My company has a setup of two GTX 295, so a total of 4 GPUs in a server, and we have several servers. We GPU 1 specifically was slow, in comparison to GPU 0, 2 and 3 so I wrote a little speed test to help find the cause of the problem.
//#include <stdio.h>
//#include <stdlib.h>
//#include <cuda_runtime.h>
#include <iostream>
#include <fstream>
#include <sstream>
#include <string>
#include <cutil.h>
__global__ void test_kernel(float *d_data) {
int tid = blockDim.x*blockIdx.x + threadIdx.x;
for (int i=0;i<10000;++i) {
d_data[tid] = float(i*2.2);
d_data[tid] += 3.3;
}
}
int main(int argc, char* argv[])
{
int deviceCount;
cudaGetDeviceCount(&deviceCount);
int device = 0; //SELECT GPU HERE
cudaSetDevice(device);
cudaEvent_t start, stop;
unsigned int num_vals = 200000000;
float *h_data = new float[num_vals];
for (int i=0;i<num_vals;++i) {
h_data[i] = float(i);
}
float *d_data = NULL;
float malloc_timer;
cudaEventCreate(&start);
cudaEventCreate(&stop); cudaEventRecord( start, 0 );
cudaMemcpy(d_data, h_data, sizeof(float)*num_vals,cudaMemcpyHostToDevice);
cudaMalloc((void**)&d_data, sizeof(float)*num_vals);
cudaEventRecord( stop, 0 ); cudaEventSynchronize( stop ); cudaEventElapsedTime( &malloc_timer, start, stop );
cudaEventDestroy( start );
cudaEventDestroy( stop );
float mem_timer;
cudaEventCreate(&start);
cudaEventCreate(&stop); cudaEventRecord( start, 0 );
cudaMemcpy(d_data, h_data, sizeof(float)*num_vals,cudaMemcpyHostToDevice);
cudaEventRecord( stop, 0 ); cudaEventSynchronize( stop ); cudaEventElapsedTime( &mem_timer, start, stop );
cudaEventDestroy( start );
cudaEventDestroy( stop );
float kernel_timer;
cudaEventCreate(&start);
cudaEventCreate(&stop); cudaEventRecord( start, 0 );
test_kernel<<<1000,256>>>(d_data);
cudaEventRecord( stop, 0 ); cudaEventSynchronize( stop ); cudaEventElapsedTime( &kernel_timer, start, stop );
cudaEventDestroy( start );
cudaEventDestroy( stop );
printf("cudaMalloc took %f ms\n",malloc_timer);
printf("Copy to the GPU took %f ms\n",mem_timer);
printf("Test Kernel took %f ms\n",kernel_timer);
cudaMemcpy(h_data,d_data, sizeof(float)*num_vals,cudaMemcpyDeviceToHost);
delete[] h_data;
return 0;
}
The results are
GPU0 cudaMalloc took 0.908640 ms Copy to the GPU took 296.058777 ms Test Kernel took 326.721283 ms
GPU1 cudaMalloc took 0.913568 ms Copy to the GPU took 663.182251 ms Test Kernel took 326.710785 ms
GPU2 cudaMalloc took 0.925600 ms Copy to the GPU took 296.915039 ms Test Kernel took 327.127930 ms
GPU3 cudaMalloc took 0.920416 ms Copy to the GPU took 296.968384 ms Test Kernel took 327.038696 ms
As you can see, the cudaMemcpy to the GPU is well double the amount of time for GPU1. This is consistent between all our servers, it is always GPU1 that is slow.

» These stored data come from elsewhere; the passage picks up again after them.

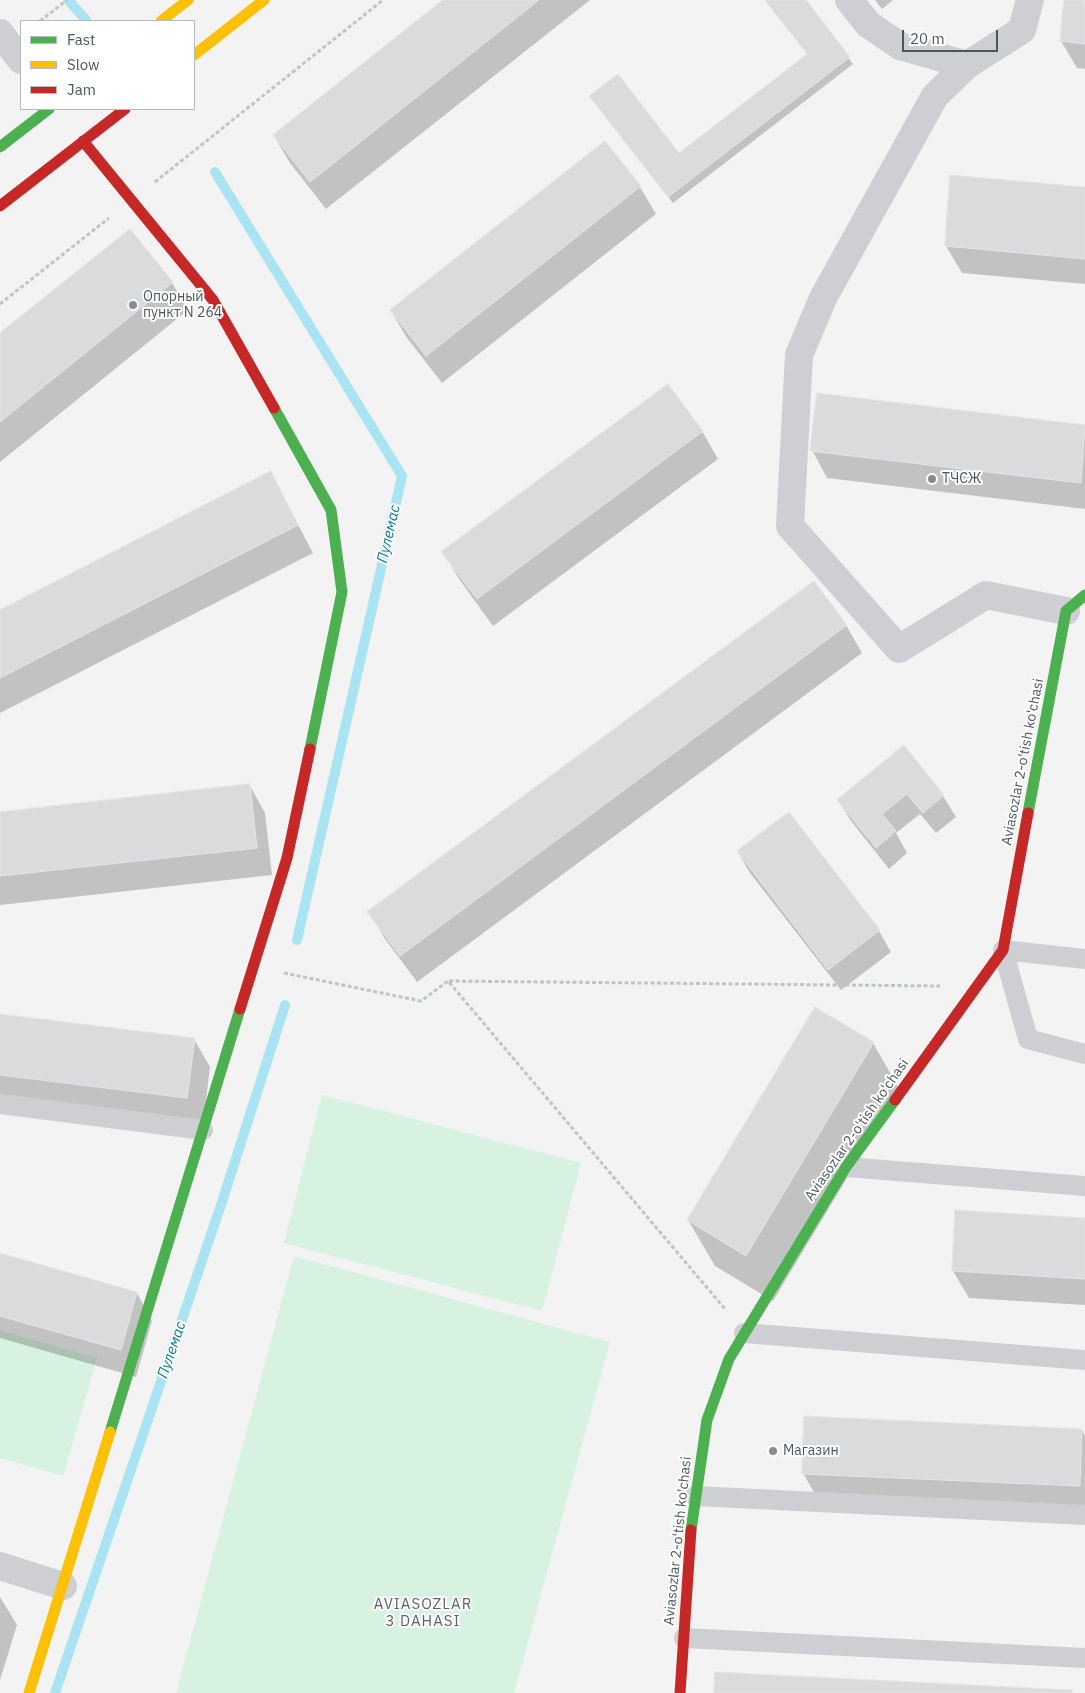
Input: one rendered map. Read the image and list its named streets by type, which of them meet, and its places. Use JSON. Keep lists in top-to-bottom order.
{
  "streets": {
    "street": ["Aviasozlar 2-o'tish ko'chasi"]
  },
  "districts": ["AVIASOZLAR 3 DAHASI"],
  "water": ["Пулемас"],
  "places": ["Опорный пункт N 264", "ТЧСЖ", "Магазин"],
  "legend": ["Fast", "Slow", "Jam"],
  "scale_bar": "20 m"
}
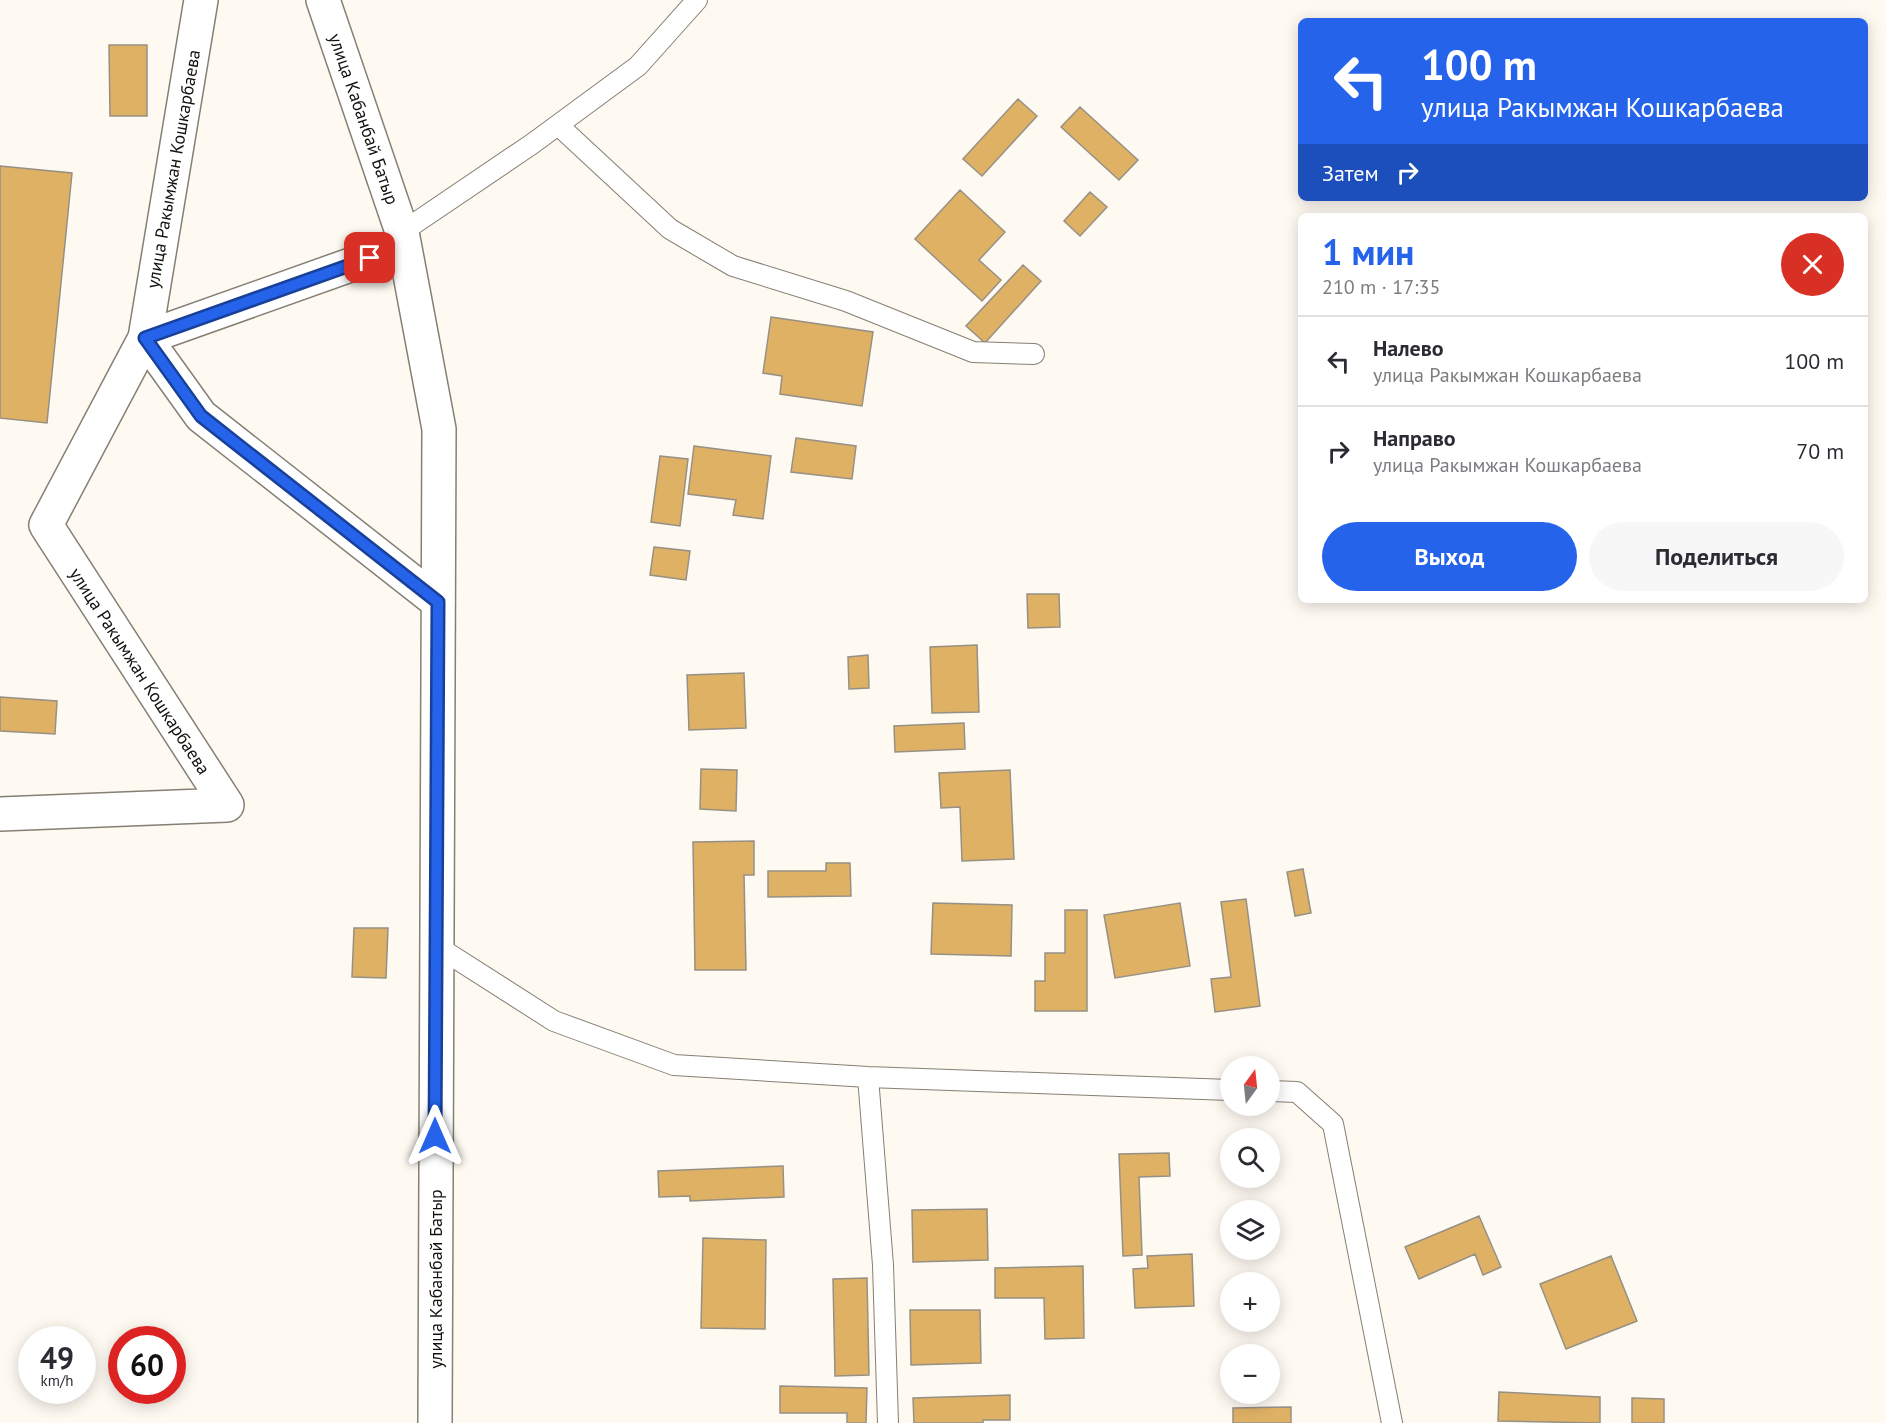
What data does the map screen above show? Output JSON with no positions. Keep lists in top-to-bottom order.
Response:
{
  "streets": {
    "street": ["улица Кабанбай Батыр", "улица Ракымжан Кошкарбаева"]
  },
  "north": "top",
  "page": {
    "turn": ["100 m", "улица Ракымжан Кошкарбаева"],
    "then": "Затем",
    "heading": ["1 мин", "210 m · 17:35"],
    "list": [
      {
        "name": "Налево",
        "note": "улица Ракымжан Кошкарбаева",
        "value": "100 m"
      },
      {
        "name": "Направо",
        "note": "улица Ракымжан Кошкарбаева",
        "value": "70 m"
      }
    ],
    "buttons": ["Выход", "Поделиться"],
    "map_buttons": ["+", "−"],
    "speed": "49 km/h",
    "limit": "60"
  }
}
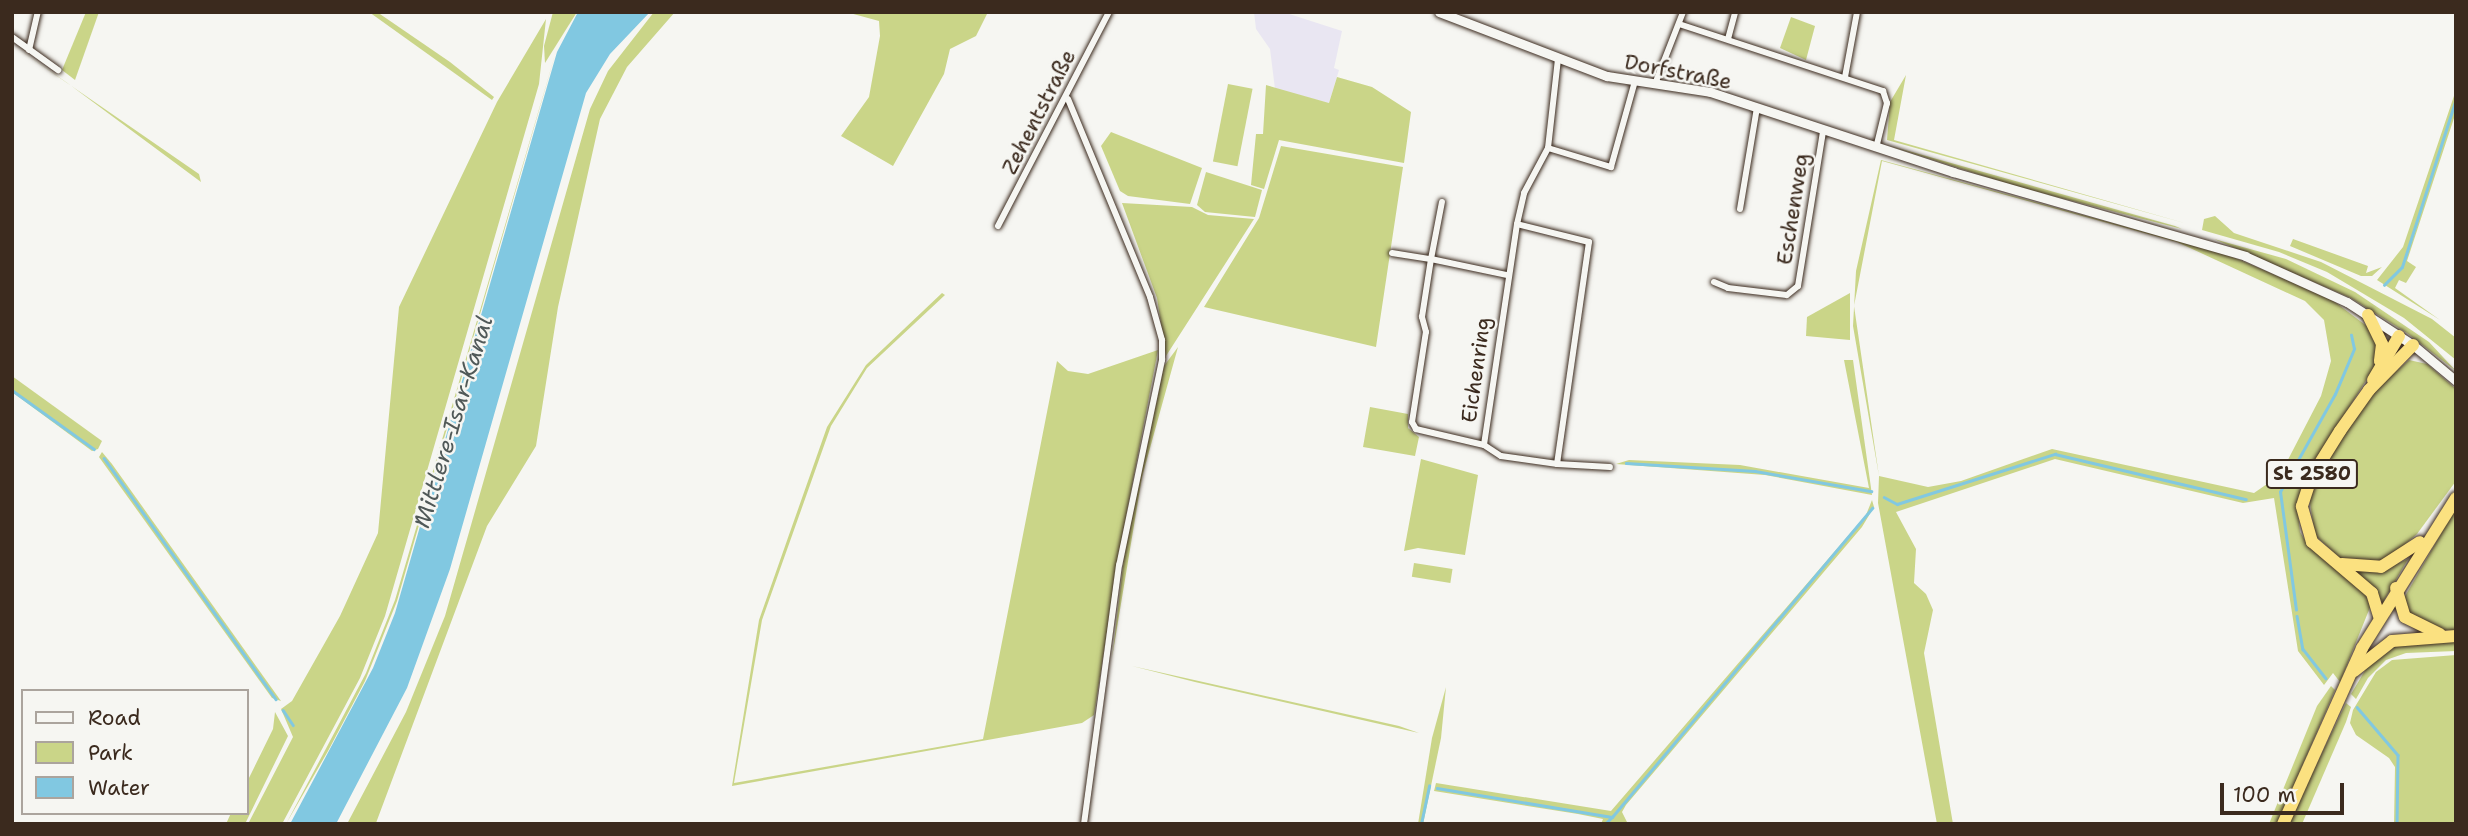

Any ideas why this may be? All servers are running windows XP.
This was a driver issue. Updating to the latest driver fixed it
This may be an issue with your pci bus, try swapping the cards into different slots to see if the problem persists. If this is an issue, copy all your data onto the gtx295 via the faster slot and use sli top copy it across to the other (slow pci bus) gpu.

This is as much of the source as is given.